(Stored data entries)
== Segment start ==

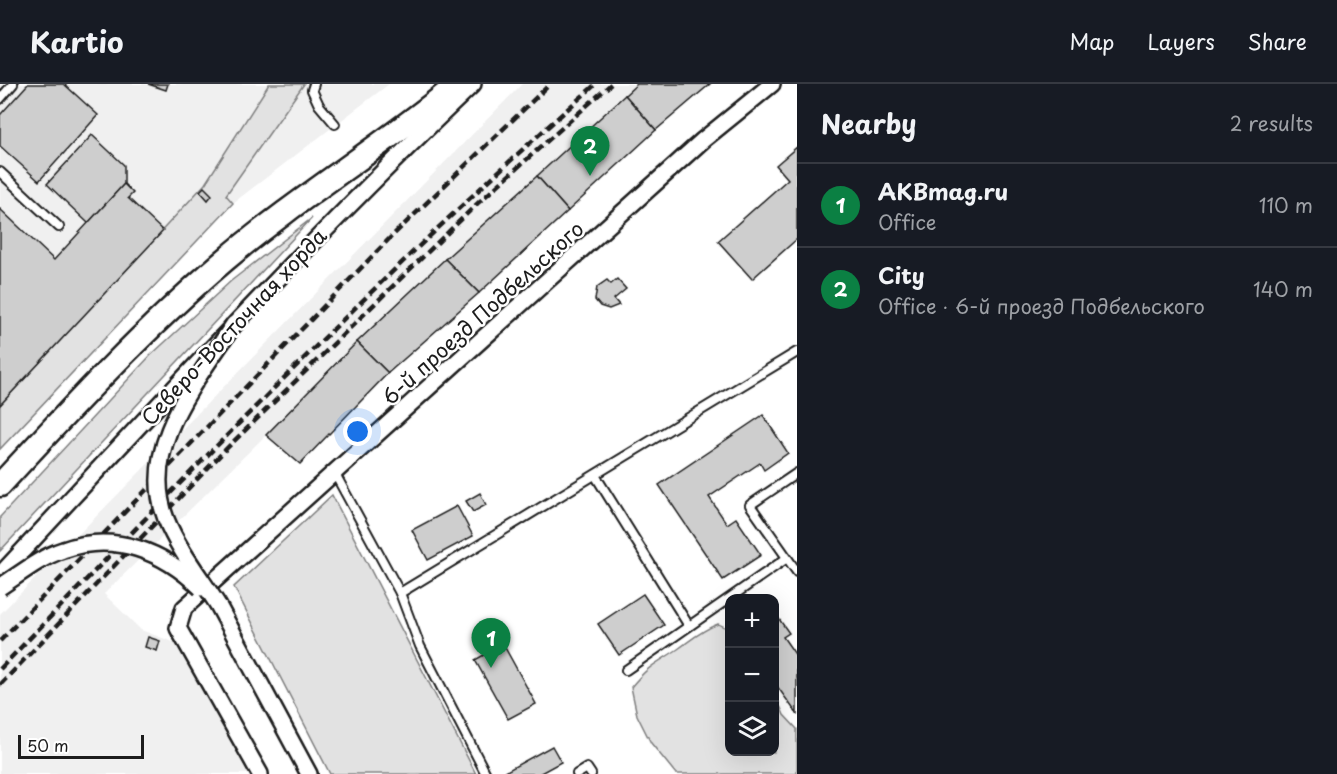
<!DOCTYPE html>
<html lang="en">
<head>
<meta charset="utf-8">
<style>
	body { margin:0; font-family:"Playpen Sans",sans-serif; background:#20242c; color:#f1f3f6 }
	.controls { position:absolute; right:18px; bottom:18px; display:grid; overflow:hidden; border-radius:12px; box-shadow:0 6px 24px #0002 }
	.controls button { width:54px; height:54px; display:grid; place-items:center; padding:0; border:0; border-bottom:2px solid #363941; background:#171b24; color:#f1f3f6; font:30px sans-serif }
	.scale { position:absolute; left:18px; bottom:15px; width:126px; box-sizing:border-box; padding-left:6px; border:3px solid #1c1c1c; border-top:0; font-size:16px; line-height:21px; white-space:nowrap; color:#1c1c1c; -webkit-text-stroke:4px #fff; paint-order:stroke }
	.you { position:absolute; left:358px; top:348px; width:21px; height:21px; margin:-15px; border:4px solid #fff; border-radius:50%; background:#1a73e8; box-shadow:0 0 0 9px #1a73e833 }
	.badge { display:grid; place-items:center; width:39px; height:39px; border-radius:50%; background:#0b8043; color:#fff; font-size:20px; font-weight:700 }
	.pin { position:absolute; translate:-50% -50px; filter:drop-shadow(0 2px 3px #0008) }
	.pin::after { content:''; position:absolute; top:32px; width:21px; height:18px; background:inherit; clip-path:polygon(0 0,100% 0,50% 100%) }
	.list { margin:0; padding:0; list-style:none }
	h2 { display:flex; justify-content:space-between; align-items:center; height:78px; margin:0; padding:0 24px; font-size:26px }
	h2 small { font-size:20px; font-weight:400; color:#9ea1a6 }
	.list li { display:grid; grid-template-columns:39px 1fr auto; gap:18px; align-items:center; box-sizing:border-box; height:84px; padding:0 24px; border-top:2px solid #363941 }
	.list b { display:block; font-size:22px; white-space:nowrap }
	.list p { margin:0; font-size:20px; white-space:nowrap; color:#9ea1a6 }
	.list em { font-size:20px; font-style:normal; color:#9ea1a6 }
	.icon { flex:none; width:33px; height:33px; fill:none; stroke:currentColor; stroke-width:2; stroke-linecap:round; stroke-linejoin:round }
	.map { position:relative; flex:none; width:797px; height:690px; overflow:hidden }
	header { display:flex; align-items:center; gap:36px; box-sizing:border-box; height:84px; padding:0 30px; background:#171b24; border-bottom:2px solid #363941 }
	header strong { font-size:28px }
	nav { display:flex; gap:33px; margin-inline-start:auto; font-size:21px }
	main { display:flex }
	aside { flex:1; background:#171b24 }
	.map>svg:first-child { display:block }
</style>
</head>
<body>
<header>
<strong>Kartio</strong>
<nav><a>Map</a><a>Layers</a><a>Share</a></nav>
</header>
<main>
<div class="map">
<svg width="797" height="690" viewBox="0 0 797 690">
	<rect width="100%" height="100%" fill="#fff"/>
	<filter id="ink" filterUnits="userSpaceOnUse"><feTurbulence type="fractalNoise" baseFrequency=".0167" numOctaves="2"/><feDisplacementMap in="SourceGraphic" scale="12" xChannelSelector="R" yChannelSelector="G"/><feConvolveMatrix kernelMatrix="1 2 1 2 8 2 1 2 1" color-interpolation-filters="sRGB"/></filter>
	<g filter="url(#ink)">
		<!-- built -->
		<g fill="#f0f0f0">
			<polygon points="0,0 269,0 205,100 0,321"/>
			<polygon points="304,0 389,0 233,119 226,111"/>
			<polygon points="522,0 637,0 357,258 266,351 104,510 141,546 176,559 248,690 0,690 0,530"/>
		</g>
		<!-- green -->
		<g fill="#e2e2e2" stroke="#7f7f7f" stroke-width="1.5">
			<polygon points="269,0 304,0 226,111 233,119 0,365 0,321 205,100"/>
			<polygon points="312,134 0,467 0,433 150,272 231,197"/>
			<polygon points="332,411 476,690 330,690 234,503"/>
			<path d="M718 540 729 545 730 668H774L775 610 784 631 797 645V690H676L651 659 637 631 631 603C650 580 656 580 678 565 692 555 702 546 718 540Z"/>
		</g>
		<!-- building -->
		<g fill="#cecece" stroke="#1c1c1c" stroke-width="1.5">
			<polygon points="28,0 64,0 98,31 39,97 0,62 0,31"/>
			<polygon points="148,0 168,0 166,6"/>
			<polygon points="637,0 710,0 656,46 625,11"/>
			<polygon points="625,11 656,46 568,127 537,92"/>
			<polygon points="92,51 124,81 124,100 88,139 47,100"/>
			<polygon points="797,63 797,155 752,195 718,157 788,95 776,81"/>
			<polygon points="537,92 568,127 479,209 445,175"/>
			<polygon points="124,100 133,109 128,114 163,147 0,321 0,125 54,176"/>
			<polygon points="204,103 212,111 208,116 200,107"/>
			<polygon points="445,175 479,209 388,289 357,258"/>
			<polygon points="617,195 626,205 614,215 619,221 609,225 600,222 595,216 597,203 607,196 611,200"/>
			<polygon points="357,258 388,289 300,380 266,351"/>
			<polygon points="763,331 788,369 764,386 760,379 709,413 727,440 736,434 761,471 723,496 659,401"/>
			<polygon points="480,409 486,421 473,428 466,417"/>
			<polygon points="457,422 473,452 428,476 412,446"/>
			<polygon points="643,510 664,541 619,571 598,540"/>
			<polygon points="774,528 789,549 783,553 797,573 797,630 774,598"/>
			<polygon points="148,553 160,557 157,567 145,563"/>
			<polygon points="503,560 536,620 508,635 475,576"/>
			<polygon points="552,662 561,678 539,690 501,690"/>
		</g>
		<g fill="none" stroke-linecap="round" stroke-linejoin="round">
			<defs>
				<g id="service">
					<polyline points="314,0 312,6 319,21 335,40"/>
					<polyline points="0,15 13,0"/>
					<polyline points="0,88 59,143"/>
					<polyline points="334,388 400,509 420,562 486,690"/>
					<polyline points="797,389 750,421 797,488"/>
					<polyline points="595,391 689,542"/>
					<polyline points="400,509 797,268"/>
					<polyline points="626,586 787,474"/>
					<polyline points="577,690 587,684 591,690"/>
				</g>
				<g id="minor">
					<path d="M0 491C155 325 308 157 473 0"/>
					<polyline points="218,521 309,690"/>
					<polyline points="260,690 178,544 184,524 703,56 772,0"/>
				</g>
				<path id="primary" d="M0 401C72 323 144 245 225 176 299 113 383 62 458 0"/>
			</defs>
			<!-- service casing -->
			<use href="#service" stroke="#1c1c1c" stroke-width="12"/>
			<!-- minor casing -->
			<use href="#minor" stroke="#1c1c1c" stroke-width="20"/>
			<!-- primary casing -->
			<use href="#primary" stroke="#1c1c1c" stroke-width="27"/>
			<!-- service -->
			<use href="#service" stroke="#fff" stroke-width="8"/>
			<!-- minor -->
			<use href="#minor" stroke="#fff" stroke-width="15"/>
			<!-- primary -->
			<use href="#primary" stroke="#fff" stroke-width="22"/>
			<!-- rail -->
			<g stroke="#1c1c1c" stroke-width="4.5" stroke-dasharray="9 4.5" stroke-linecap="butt">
				<polyline points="0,557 389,155 550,0"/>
				<path d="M0 585C194 384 386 184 596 0"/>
				<polyline points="0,601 228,363 479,118 611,0"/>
			</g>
			<defs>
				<g id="minor-bridge">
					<path d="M0 503C20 490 41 473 63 466 115 448 163 467 201 504"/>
					<path d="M218 521C201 494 178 465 166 435 138 362 198 296 234 240"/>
				</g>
			</defs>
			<!-- minor-bridge casing -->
			<use href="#minor-bridge" stroke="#1c1c1c" stroke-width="20" stroke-linecap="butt"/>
			<!-- minor-bridge -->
			<use href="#minor-bridge" stroke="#fff" stroke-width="15"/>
		</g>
	</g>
	<g text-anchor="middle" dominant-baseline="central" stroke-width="5" stroke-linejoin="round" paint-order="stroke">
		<!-- street labels -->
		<g font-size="21" fill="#1c1c1c" stroke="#fff">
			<text transform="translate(482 228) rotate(-42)">6-й проезд Подбельского</text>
			<text transform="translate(233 242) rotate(-47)">Северо-Восточная хорда</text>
		</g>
	</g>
</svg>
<div class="controls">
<button>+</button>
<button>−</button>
<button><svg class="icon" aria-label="layers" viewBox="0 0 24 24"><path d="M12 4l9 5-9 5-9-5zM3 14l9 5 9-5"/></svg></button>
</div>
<div class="scale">50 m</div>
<div class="you"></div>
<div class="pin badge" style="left:491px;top:584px">1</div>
<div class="pin badge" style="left:590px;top:92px">2</div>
</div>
<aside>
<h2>Nearby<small>2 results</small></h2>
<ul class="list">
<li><span class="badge">1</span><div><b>AKBmag.ru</b><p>Office</p></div><em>110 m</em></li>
<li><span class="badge">2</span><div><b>City</b><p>Office · 6-й проезд Подбельского</p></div><em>140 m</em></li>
</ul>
</aside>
</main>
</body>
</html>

== Segment end ==

WORK INSTRUCTION:
Provide the lines again, unchanged, from where the data above begins through the line containing "flex:none; width:33px; height:33px;", both ends included, omitting pictures and adding nothing.

THE ANSWER:
<!DOCTYPE html>
<html lang="en">
<head>
<meta charset="utf-8">
<style>
	body { margin:0; font-family:"Playpen Sans",sans-serif; background:#20242c; color:#f1f3f6 }
	.controls { position:absolute; right:18px; bottom:18px; display:grid; overflow:hidden; border-radius:12px; box-shadow:0 6px 24px #0002 }
	.controls button { width:54px; height:54px; display:grid; place-items:center; padding:0; border:0; border-bottom:2px solid #363941; background:#171b24; color:#f1f3f6; font:30px sans-serif }
	.scale { position:absolute; left:18px; bottom:15px; width:126px; box-sizing:border-box; padding-left:6px; border:3px solid #1c1c1c; border-top:0; font-size:16px; line-height:21px; white-space:nowrap; color:#1c1c1c; -webkit-text-stroke:4px #fff; paint-order:stroke }
	.you { position:absolute; left:358px; top:348px; width:21px; height:21px; margin:-15px; border:4px solid #fff; border-radius:50%; background:#1a73e8; box-shadow:0 0 0 9px #1a73e833 }
	.badge { display:grid; place-items:center; width:39px; height:39px; border-radius:50%; background:#0b8043; color:#fff; font-size:20px; font-weight:700 }
	.pin { position:absolute; translate:-50% -50px; filter:drop-shadow(0 2px 3px #0008) }
	.pin::after { content:''; position:absolute; top:32px; width:21px; height:18px; background:inherit; clip-path:polygon(0 0,100% 0,50% 100%) }
	.list { margin:0; padding:0; list-style:none }
	h2 { display:flex; justify-content:space-between; align-items:center; height:78px; margin:0; padding:0 24px; font-size:26px }
	h2 small { font-size:20px; font-weight:400; color:#9ea1a6 }
	.list li { display:grid; grid-template-columns:39px 1fr auto; gap:18px; align-items:center; box-sizing:border-box; height:84px; padding:0 24px; border-top:2px solid #363941 }
	.list b { display:block; font-size:22px; white-space:nowrap }
	.list p { margin:0; font-size:20px; white-space:nowrap; color:#9ea1a6 }
	.list em { font-size:20px; font-style:normal; color:#9ea1a6 }
	.icon { flex:none; width:33px; height:33px; fill:none; stroke:currentColor; stroke-width:2; stroke-linecap:round; stroke-linejoin:round }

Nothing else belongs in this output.